Vilson Duarte Dong, 24 anos, é um português que escapou a uma vida de violência e crime em Inglaterra. A residir em Inglaterra desde os 12, começou a usar armas brancas com 13, fez parte de um gangue, traficava droga. Antes dos 20 anos já tinha estado duas vezes na cadeia e quase foi deportado.

O seu destino parecia traçado. Mas quebrou o ciclo. Leu, estudou, licenciou-se, reconstruiu-se.

Juntou-se à Leeds United Foundation, uma fundação de um clube de futebol da Primeira Liga inglesa que apoia ações de prevenção de delinquência juvenil. Tenta mostrar a outros jovens que há mais mundo para além das fronteiras do bairro e deixar “sementes” de esperança.

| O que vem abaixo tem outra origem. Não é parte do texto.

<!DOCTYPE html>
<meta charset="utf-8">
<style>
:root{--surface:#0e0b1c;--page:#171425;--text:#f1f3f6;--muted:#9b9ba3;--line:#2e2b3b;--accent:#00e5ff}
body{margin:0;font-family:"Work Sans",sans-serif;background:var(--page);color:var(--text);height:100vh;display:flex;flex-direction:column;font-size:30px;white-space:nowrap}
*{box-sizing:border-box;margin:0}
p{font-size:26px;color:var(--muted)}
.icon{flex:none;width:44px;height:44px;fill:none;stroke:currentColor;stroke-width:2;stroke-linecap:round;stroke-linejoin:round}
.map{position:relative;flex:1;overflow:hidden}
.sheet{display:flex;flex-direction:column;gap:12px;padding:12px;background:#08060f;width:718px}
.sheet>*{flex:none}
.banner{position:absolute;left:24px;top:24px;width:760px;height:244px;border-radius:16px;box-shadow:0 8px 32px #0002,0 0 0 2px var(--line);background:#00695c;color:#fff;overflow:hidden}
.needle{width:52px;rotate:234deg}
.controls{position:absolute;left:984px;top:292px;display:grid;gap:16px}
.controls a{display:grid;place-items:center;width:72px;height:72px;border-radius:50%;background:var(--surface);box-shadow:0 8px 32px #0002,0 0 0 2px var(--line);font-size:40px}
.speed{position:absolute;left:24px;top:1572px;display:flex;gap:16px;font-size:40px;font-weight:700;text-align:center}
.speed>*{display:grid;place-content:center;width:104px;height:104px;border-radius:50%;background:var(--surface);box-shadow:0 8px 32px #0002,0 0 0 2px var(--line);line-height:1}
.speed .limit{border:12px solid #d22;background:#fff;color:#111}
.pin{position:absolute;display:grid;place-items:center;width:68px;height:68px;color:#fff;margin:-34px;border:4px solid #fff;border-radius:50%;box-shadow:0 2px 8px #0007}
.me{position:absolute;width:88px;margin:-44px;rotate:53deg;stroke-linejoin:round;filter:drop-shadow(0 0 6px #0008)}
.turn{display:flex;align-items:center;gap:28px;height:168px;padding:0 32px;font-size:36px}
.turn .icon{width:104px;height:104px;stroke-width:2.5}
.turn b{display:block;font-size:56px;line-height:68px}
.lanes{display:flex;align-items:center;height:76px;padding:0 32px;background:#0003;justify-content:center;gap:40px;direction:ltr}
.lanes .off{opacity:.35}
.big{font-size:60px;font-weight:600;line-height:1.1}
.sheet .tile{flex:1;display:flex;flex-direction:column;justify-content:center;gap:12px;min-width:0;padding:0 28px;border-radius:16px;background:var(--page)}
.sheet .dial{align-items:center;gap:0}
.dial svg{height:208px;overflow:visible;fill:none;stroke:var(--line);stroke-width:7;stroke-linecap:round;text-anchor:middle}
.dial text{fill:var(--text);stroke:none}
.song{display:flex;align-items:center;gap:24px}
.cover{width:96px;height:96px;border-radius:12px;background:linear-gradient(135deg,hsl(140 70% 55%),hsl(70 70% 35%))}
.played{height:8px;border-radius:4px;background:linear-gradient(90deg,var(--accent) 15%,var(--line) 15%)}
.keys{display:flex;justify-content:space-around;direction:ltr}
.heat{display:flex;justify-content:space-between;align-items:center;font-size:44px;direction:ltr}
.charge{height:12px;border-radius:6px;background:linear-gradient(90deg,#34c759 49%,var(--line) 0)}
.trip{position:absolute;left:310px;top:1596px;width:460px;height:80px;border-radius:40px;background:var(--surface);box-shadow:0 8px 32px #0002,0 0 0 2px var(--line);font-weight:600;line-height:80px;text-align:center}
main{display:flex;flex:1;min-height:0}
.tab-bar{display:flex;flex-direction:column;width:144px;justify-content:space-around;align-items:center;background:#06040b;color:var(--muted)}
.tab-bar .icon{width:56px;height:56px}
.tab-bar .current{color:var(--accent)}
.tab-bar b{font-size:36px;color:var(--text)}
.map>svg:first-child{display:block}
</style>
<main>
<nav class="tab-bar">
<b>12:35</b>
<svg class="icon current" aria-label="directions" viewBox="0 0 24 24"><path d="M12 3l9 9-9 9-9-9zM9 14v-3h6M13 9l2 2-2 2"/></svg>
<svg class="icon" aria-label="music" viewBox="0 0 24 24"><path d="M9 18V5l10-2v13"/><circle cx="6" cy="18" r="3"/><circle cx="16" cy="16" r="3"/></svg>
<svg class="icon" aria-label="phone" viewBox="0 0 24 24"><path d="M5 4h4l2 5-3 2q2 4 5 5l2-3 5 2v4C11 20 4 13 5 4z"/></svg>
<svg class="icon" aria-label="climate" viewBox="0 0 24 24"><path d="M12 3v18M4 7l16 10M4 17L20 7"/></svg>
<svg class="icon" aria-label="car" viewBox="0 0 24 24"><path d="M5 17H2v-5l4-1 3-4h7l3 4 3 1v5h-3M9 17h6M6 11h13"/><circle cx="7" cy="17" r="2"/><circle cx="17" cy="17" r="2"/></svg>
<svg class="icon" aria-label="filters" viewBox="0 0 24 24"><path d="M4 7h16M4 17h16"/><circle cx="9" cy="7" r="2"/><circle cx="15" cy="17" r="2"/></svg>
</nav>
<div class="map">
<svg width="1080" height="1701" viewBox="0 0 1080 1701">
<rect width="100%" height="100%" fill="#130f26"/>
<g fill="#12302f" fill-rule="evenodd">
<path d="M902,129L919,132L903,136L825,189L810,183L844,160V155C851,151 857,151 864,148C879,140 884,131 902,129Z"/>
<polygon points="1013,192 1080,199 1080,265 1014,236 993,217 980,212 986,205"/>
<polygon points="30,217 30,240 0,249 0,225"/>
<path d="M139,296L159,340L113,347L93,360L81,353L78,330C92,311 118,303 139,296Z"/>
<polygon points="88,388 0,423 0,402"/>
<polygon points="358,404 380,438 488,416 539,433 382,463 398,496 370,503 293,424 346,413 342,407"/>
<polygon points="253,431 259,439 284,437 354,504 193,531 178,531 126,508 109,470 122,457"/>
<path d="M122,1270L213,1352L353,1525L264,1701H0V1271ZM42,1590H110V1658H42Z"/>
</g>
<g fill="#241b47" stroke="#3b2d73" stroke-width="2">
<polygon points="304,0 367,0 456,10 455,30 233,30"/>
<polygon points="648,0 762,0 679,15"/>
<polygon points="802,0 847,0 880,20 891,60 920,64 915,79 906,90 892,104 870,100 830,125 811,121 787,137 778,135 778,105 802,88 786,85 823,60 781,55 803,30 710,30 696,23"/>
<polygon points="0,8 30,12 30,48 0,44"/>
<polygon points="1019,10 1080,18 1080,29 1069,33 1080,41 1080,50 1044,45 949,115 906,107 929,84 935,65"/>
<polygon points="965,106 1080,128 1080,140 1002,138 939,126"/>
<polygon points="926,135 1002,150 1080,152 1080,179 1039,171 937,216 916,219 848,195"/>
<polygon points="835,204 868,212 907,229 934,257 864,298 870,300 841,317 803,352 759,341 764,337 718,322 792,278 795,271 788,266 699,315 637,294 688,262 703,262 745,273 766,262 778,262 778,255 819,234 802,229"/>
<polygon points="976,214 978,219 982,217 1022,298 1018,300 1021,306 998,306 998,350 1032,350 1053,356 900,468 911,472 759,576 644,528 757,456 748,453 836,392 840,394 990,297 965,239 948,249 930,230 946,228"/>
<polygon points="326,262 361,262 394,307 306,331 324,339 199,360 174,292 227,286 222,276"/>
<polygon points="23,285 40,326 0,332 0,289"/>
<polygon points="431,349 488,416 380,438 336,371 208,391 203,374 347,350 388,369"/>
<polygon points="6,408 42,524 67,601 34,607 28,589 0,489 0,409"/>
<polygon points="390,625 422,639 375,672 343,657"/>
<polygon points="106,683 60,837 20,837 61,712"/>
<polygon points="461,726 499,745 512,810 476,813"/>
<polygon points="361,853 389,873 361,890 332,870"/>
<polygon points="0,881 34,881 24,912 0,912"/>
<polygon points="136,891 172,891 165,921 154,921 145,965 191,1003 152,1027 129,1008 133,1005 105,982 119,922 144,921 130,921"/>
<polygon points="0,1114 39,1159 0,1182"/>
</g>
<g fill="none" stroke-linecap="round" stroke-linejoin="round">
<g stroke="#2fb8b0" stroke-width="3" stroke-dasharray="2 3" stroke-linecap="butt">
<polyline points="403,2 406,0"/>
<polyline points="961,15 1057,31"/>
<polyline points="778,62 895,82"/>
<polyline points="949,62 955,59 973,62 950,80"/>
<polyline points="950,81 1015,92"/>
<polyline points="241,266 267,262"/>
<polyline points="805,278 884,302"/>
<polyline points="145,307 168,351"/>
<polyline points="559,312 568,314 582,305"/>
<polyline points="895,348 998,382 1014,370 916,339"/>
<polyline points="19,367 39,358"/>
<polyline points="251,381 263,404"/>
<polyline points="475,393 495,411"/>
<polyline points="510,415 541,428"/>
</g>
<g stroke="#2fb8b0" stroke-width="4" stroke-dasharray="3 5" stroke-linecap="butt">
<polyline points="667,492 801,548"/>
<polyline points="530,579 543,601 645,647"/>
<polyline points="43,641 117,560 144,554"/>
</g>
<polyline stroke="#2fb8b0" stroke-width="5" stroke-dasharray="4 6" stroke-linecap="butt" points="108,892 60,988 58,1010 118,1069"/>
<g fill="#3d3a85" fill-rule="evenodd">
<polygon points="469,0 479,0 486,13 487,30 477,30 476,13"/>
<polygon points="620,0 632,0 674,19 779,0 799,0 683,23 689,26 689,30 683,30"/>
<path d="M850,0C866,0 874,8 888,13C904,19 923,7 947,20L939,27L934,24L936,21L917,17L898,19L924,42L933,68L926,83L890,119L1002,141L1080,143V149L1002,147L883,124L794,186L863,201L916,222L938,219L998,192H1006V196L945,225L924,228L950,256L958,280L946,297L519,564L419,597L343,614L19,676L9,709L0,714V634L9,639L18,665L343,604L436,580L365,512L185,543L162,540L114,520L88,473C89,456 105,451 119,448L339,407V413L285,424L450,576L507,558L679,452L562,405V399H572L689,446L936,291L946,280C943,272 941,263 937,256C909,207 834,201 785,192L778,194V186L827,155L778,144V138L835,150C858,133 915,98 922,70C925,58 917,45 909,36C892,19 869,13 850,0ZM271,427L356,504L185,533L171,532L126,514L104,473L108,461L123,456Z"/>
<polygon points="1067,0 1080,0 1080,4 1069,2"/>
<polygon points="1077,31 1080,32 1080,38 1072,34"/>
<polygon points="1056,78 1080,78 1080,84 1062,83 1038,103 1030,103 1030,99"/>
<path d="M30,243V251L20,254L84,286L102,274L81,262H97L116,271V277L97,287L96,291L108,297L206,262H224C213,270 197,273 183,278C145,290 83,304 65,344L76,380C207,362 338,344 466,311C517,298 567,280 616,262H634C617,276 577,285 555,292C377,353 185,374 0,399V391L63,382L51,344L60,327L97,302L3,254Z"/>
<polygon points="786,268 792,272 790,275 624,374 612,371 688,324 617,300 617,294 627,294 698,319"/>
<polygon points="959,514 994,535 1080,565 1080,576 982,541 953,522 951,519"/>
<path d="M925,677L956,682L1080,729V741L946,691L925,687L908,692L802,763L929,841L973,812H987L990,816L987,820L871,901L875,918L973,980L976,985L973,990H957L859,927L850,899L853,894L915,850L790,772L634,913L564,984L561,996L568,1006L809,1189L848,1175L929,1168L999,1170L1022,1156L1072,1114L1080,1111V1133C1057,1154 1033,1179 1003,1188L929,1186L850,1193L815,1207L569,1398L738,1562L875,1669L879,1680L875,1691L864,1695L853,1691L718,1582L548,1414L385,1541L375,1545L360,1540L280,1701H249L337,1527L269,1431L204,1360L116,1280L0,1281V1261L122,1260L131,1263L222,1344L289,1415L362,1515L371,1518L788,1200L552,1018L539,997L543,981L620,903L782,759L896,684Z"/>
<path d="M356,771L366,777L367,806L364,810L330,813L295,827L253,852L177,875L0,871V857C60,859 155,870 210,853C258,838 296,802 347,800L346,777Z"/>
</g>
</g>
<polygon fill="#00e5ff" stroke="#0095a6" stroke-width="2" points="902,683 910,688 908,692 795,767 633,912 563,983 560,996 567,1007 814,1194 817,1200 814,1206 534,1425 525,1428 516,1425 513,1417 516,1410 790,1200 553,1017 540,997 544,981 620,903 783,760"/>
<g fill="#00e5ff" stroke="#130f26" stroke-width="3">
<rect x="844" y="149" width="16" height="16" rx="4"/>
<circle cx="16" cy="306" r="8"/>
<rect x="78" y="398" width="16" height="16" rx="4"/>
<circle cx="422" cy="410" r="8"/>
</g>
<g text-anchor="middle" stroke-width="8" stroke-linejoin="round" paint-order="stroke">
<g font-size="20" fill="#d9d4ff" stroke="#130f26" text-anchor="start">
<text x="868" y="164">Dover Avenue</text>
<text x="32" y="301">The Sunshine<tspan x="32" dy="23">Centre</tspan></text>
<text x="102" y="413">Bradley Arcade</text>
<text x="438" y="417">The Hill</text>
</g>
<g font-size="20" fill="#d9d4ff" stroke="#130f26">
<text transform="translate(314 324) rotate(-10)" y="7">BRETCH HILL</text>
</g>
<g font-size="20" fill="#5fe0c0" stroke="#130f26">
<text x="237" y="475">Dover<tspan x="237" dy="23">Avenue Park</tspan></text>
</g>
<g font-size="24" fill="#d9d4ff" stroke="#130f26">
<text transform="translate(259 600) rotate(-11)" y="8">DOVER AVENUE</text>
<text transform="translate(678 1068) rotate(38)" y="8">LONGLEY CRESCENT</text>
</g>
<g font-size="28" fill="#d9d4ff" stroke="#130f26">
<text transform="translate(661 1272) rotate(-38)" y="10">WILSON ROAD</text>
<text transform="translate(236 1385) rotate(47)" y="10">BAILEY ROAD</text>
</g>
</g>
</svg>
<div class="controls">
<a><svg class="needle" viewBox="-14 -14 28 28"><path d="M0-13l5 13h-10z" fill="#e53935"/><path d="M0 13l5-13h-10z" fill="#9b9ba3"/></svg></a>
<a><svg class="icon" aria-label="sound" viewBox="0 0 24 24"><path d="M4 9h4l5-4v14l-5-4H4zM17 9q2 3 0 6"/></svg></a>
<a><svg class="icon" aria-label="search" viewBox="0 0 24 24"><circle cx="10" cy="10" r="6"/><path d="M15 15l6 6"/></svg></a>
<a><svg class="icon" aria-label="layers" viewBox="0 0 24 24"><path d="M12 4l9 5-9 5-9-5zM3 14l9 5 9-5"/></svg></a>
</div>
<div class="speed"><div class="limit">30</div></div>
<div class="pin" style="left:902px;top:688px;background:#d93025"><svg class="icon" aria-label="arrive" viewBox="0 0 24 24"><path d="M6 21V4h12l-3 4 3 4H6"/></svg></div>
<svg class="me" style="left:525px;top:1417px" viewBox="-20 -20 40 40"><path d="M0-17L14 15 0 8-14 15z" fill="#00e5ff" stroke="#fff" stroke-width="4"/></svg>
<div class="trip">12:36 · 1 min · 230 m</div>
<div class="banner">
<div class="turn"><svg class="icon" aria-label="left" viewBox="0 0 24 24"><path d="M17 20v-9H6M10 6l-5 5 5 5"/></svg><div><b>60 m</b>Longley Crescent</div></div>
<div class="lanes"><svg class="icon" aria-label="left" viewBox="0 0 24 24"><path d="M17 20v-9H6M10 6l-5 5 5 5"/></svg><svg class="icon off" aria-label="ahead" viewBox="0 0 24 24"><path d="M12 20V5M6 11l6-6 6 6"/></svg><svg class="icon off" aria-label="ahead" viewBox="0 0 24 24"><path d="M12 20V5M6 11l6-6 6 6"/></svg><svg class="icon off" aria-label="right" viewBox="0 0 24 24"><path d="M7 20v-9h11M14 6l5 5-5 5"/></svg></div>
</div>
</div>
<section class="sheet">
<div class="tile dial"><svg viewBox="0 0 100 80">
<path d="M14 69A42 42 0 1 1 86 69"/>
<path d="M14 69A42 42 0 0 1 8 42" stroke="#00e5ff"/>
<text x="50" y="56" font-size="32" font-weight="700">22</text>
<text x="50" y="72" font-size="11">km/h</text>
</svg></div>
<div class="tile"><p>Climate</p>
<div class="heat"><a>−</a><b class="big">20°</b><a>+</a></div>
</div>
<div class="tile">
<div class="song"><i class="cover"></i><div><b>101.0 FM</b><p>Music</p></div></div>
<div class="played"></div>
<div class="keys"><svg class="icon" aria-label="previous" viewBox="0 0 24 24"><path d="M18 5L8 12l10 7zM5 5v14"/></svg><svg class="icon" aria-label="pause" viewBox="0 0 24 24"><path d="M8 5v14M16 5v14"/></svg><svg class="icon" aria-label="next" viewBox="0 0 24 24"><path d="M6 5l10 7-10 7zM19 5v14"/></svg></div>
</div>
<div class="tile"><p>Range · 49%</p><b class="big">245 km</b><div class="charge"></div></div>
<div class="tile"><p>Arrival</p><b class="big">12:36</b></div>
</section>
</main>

Conte-me um pouco da sua infância. Onde nasceu, onde vive nos primeiros anos da sua vida?

Nasci em Portugal em 2001 e vivi em Almada. O meu pai veio de Macau e conheceu em Portugal a minha mãe, que era portuguesa.

E qual era a profissão dos seus pais?

A minha mãe era proprietária de uma creche. Quando vivíamos em Portugal, o meu pai era cozinheiro. Quando emigrámos para Espanha abriu o seu próprio restaurante e depois em Inglaterra também. Agora que voltou a Macau está a estudar medicina chinesa.

Os seus pais foram consigo para Inglaterra?

O meu pai, eu, os meus dois irmãos e a minha irmã (o Vicente, o Vitor e a Viviava). Emigrámos todos. Mas o meu irmão mais velho voltou a Espanha e vive em Barcelona. A minha mãe morreu quando ainda éramos pequenos, tinha eu uns 10 anos, em Espanha.

Como e onde foram os seus estudos?

O ensino primário foi em Espanha. Depois, quando vim para Inglaterra, com 12 anos, entrei logo no equivalente ao ensino secundário.

Como é que foram essas mudanças todas — Portugal, Espanha, Inglaterra? Para alguém tão novo não é fácil…

De Portugal para Espanha quase não me lembro, era muito jovem. Mas de Espanha para Inglaterra foi muito difícil. Tive de aprender uma língua nova. Eu não sabia inglês; sabia só umas palavras que aprendi na escola em Espanha, mas não dava para conversar.

Sentia-se estrangeiro, mais do que em Espanha?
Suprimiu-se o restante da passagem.